> _Task instructions_:
Determine how many lines in the entries below contain "fabs", and output only that number.

> _Supplied material_:
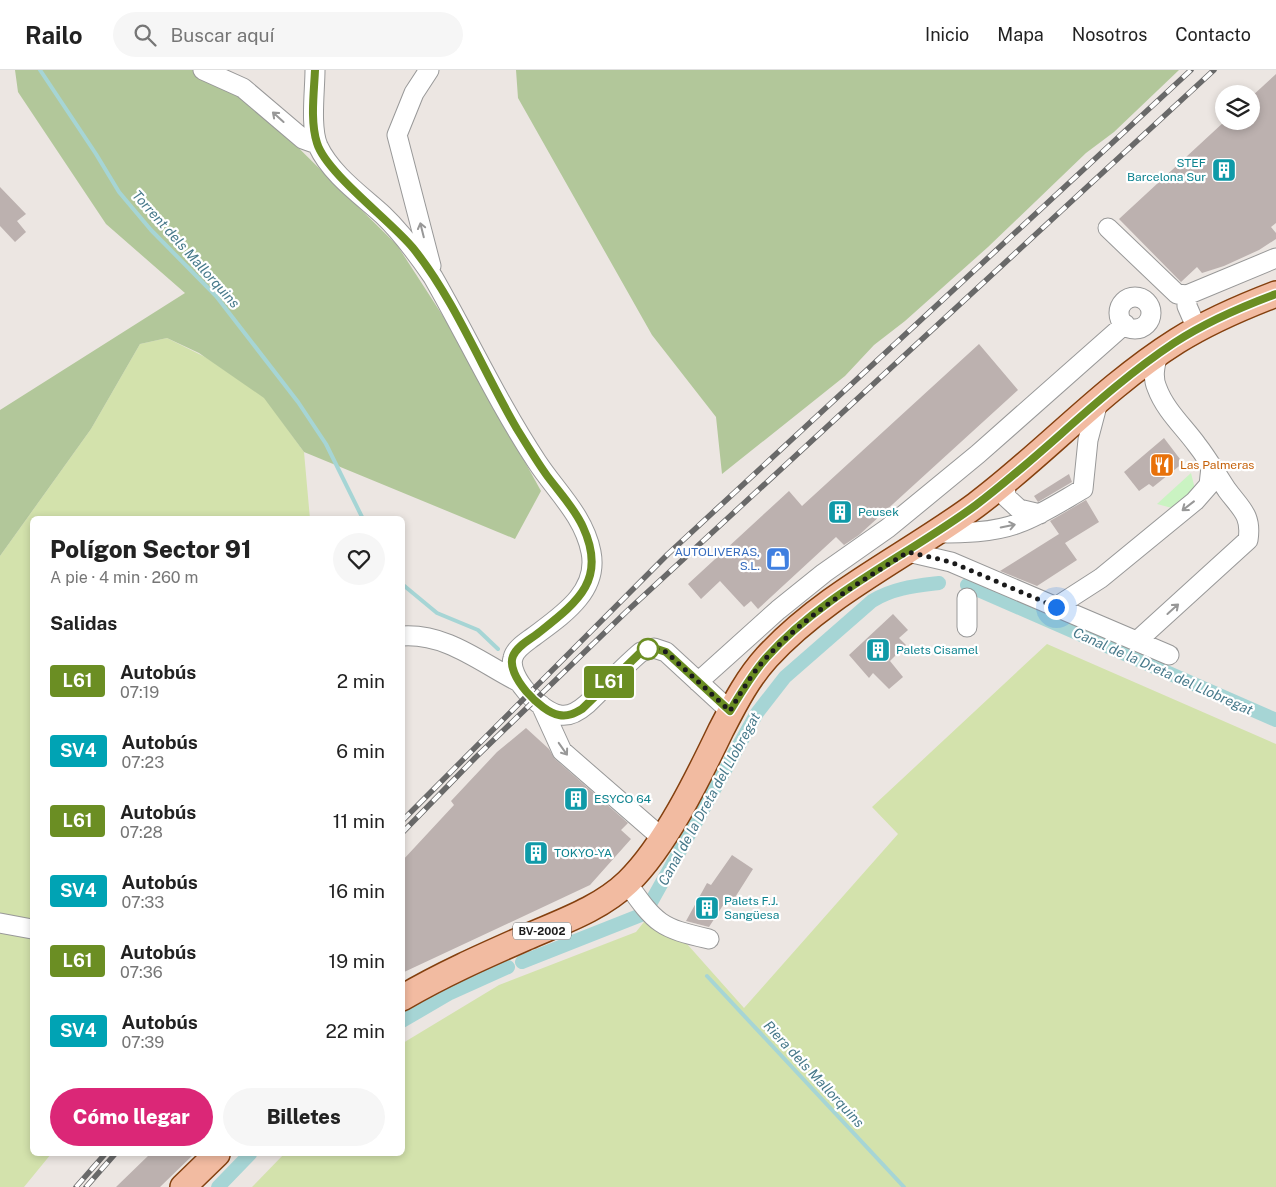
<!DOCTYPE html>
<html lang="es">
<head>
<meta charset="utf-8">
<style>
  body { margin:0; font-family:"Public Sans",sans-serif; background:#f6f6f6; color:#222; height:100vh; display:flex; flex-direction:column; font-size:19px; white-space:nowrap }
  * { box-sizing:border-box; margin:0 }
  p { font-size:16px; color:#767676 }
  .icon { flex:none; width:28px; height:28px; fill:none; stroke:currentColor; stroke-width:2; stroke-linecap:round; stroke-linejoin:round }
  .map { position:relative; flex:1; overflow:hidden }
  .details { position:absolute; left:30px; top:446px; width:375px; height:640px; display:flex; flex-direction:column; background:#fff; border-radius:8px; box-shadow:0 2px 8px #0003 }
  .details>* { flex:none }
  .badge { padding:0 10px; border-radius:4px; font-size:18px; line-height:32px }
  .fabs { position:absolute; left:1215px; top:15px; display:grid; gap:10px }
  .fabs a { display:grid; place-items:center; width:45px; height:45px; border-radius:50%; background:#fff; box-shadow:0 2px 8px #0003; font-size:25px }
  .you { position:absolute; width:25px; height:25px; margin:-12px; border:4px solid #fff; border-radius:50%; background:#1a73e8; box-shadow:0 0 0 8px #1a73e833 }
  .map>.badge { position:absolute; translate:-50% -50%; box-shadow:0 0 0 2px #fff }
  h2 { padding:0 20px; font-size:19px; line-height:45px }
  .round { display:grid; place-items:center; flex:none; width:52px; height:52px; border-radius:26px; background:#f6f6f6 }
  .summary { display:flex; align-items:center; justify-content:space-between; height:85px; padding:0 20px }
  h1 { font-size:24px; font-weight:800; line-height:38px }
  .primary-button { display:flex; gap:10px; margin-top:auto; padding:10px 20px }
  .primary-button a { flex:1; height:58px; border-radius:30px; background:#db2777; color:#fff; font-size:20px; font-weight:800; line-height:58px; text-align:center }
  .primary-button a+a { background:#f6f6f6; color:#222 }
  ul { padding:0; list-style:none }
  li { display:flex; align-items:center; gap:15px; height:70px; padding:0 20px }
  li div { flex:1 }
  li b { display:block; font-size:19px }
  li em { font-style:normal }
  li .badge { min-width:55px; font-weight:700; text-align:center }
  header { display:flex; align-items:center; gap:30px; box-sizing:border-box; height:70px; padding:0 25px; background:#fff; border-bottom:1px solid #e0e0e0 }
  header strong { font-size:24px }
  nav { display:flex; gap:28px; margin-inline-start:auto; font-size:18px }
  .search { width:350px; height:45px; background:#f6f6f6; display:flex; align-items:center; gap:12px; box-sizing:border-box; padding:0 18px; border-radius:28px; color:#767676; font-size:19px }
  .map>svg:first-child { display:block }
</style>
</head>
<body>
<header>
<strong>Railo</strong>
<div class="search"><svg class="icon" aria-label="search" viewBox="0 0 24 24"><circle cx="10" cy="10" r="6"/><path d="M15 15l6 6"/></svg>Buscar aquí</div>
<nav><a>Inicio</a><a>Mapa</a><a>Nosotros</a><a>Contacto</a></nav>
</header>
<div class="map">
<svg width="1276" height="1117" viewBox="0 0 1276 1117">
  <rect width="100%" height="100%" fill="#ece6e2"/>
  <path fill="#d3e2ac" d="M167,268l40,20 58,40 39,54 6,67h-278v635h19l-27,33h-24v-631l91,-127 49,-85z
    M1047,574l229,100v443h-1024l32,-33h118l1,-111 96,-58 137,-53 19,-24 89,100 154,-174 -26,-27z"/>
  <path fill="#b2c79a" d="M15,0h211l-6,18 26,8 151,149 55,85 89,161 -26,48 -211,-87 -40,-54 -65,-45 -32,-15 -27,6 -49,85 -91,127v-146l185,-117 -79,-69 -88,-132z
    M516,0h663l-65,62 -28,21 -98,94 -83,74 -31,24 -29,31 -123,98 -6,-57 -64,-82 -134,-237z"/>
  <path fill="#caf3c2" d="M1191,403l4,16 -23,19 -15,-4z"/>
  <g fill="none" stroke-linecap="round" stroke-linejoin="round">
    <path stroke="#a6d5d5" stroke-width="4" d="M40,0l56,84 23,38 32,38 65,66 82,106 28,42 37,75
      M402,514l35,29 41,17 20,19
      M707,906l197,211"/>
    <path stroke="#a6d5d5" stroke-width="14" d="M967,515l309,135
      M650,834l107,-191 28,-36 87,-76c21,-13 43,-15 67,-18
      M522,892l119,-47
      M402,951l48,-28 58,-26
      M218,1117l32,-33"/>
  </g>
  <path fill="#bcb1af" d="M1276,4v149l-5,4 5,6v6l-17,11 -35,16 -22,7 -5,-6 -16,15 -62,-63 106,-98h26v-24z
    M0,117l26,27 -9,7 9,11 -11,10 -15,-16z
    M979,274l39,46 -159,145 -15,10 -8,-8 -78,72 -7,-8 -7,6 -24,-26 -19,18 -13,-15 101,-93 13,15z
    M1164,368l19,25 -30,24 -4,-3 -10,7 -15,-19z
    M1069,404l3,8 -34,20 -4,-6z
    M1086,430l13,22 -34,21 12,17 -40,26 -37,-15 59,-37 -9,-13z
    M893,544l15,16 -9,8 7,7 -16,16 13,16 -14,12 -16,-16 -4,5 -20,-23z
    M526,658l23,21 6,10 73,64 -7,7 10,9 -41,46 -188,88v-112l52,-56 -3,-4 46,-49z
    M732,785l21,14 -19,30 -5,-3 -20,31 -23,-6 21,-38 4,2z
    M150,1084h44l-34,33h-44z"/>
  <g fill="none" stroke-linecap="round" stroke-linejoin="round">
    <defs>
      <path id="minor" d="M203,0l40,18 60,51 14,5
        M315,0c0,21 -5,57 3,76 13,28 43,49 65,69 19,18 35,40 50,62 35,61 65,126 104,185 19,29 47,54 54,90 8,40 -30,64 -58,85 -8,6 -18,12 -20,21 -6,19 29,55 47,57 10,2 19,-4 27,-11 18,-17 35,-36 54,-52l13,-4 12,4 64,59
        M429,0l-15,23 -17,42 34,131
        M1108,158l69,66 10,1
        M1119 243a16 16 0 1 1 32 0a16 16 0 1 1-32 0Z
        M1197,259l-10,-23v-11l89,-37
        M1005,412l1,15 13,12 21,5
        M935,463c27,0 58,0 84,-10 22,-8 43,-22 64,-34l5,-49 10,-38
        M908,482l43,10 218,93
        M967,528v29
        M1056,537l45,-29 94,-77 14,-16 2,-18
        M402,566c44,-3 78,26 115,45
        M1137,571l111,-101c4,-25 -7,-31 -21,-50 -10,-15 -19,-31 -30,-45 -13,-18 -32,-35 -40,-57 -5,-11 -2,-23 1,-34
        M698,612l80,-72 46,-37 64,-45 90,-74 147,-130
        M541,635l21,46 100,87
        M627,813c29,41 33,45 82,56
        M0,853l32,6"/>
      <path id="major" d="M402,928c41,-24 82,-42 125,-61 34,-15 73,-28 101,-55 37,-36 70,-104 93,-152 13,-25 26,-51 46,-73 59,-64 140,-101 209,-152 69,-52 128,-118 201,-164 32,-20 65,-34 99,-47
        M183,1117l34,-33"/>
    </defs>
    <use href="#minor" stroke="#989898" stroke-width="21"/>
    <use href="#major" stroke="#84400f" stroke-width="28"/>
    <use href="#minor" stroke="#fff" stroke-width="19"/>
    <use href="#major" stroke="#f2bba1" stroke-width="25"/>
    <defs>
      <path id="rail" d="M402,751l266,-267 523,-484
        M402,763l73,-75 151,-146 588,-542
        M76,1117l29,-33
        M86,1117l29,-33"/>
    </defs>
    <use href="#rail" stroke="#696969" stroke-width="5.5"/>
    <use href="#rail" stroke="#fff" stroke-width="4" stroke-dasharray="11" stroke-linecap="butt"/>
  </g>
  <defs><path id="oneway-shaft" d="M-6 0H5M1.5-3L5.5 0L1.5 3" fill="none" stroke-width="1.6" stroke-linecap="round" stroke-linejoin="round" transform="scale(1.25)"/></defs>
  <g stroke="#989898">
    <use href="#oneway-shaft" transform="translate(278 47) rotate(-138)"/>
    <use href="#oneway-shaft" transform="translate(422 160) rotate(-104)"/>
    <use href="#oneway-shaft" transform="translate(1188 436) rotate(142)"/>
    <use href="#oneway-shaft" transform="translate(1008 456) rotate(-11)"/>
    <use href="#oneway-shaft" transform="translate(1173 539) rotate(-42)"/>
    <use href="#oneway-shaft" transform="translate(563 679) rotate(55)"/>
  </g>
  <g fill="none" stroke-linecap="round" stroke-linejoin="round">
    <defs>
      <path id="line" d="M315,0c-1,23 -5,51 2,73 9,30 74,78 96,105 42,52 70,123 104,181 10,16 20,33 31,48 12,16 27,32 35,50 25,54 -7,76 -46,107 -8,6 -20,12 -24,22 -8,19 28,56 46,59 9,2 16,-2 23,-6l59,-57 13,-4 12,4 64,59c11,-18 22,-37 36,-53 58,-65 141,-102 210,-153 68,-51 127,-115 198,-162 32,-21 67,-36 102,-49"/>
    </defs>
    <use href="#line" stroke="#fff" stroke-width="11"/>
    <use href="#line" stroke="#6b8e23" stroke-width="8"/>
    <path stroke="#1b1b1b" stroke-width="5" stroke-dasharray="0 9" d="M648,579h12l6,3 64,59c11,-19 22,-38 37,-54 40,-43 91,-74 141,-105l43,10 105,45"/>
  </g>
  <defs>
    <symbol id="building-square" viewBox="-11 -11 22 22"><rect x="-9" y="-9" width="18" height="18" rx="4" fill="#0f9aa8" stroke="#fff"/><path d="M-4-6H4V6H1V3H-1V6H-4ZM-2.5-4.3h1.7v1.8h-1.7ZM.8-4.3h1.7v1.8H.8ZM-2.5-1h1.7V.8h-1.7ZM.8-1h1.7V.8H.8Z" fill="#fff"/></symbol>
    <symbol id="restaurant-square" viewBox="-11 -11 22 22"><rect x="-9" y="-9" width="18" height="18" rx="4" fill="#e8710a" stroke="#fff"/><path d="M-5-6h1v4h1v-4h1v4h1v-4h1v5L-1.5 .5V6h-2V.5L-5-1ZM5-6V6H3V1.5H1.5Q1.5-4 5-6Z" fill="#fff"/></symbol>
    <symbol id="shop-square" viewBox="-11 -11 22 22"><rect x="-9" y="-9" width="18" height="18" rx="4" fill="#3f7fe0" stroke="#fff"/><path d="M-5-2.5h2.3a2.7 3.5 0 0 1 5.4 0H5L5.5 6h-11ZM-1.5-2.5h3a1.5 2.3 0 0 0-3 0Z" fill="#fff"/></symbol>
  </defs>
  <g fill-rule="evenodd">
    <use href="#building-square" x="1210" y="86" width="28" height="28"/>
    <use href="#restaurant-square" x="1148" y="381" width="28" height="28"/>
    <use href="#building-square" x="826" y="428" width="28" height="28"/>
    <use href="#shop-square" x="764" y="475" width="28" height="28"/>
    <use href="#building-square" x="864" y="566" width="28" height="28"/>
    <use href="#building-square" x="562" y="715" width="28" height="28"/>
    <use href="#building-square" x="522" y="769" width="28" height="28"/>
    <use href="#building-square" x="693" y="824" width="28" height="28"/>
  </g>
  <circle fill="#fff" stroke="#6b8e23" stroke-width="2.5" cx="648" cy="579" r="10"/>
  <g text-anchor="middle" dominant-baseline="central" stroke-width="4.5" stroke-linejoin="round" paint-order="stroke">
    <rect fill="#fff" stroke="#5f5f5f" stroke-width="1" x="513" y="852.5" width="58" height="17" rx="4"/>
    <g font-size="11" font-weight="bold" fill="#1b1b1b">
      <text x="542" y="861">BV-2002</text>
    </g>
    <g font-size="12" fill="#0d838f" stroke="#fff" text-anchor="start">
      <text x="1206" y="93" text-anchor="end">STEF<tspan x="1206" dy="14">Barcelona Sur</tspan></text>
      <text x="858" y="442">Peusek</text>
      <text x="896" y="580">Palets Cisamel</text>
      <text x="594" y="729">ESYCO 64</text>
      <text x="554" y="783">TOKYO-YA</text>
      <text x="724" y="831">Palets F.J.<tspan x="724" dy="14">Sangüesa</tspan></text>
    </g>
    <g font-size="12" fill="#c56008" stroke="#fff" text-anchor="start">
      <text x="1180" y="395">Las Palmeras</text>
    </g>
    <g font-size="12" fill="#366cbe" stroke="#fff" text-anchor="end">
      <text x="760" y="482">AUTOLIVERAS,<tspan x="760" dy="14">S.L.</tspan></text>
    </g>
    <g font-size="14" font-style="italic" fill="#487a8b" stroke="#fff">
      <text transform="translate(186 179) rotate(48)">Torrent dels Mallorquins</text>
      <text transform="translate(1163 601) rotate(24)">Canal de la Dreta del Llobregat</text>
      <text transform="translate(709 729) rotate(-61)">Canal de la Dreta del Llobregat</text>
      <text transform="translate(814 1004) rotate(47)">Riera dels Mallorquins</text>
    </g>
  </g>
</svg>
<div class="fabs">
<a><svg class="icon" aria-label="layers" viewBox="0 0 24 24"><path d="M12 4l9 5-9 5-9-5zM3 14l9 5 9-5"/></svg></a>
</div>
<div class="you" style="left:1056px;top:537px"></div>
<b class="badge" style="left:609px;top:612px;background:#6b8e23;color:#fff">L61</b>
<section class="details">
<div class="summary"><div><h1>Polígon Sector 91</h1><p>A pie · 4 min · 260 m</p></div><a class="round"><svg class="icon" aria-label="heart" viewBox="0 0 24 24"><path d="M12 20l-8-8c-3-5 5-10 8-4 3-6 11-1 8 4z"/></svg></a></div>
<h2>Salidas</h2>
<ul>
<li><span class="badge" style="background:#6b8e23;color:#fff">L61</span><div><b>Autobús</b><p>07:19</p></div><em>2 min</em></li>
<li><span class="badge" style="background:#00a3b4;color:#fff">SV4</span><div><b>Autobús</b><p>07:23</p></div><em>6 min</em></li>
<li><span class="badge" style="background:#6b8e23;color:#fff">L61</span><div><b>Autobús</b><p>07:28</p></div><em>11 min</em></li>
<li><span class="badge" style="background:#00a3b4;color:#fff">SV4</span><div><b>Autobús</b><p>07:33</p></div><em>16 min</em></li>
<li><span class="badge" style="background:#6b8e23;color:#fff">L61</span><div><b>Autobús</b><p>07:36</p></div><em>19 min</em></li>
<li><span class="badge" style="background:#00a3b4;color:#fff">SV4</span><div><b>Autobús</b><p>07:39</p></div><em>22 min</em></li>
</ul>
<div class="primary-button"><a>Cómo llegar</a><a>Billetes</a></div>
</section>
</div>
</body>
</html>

> _Result of this task_:
3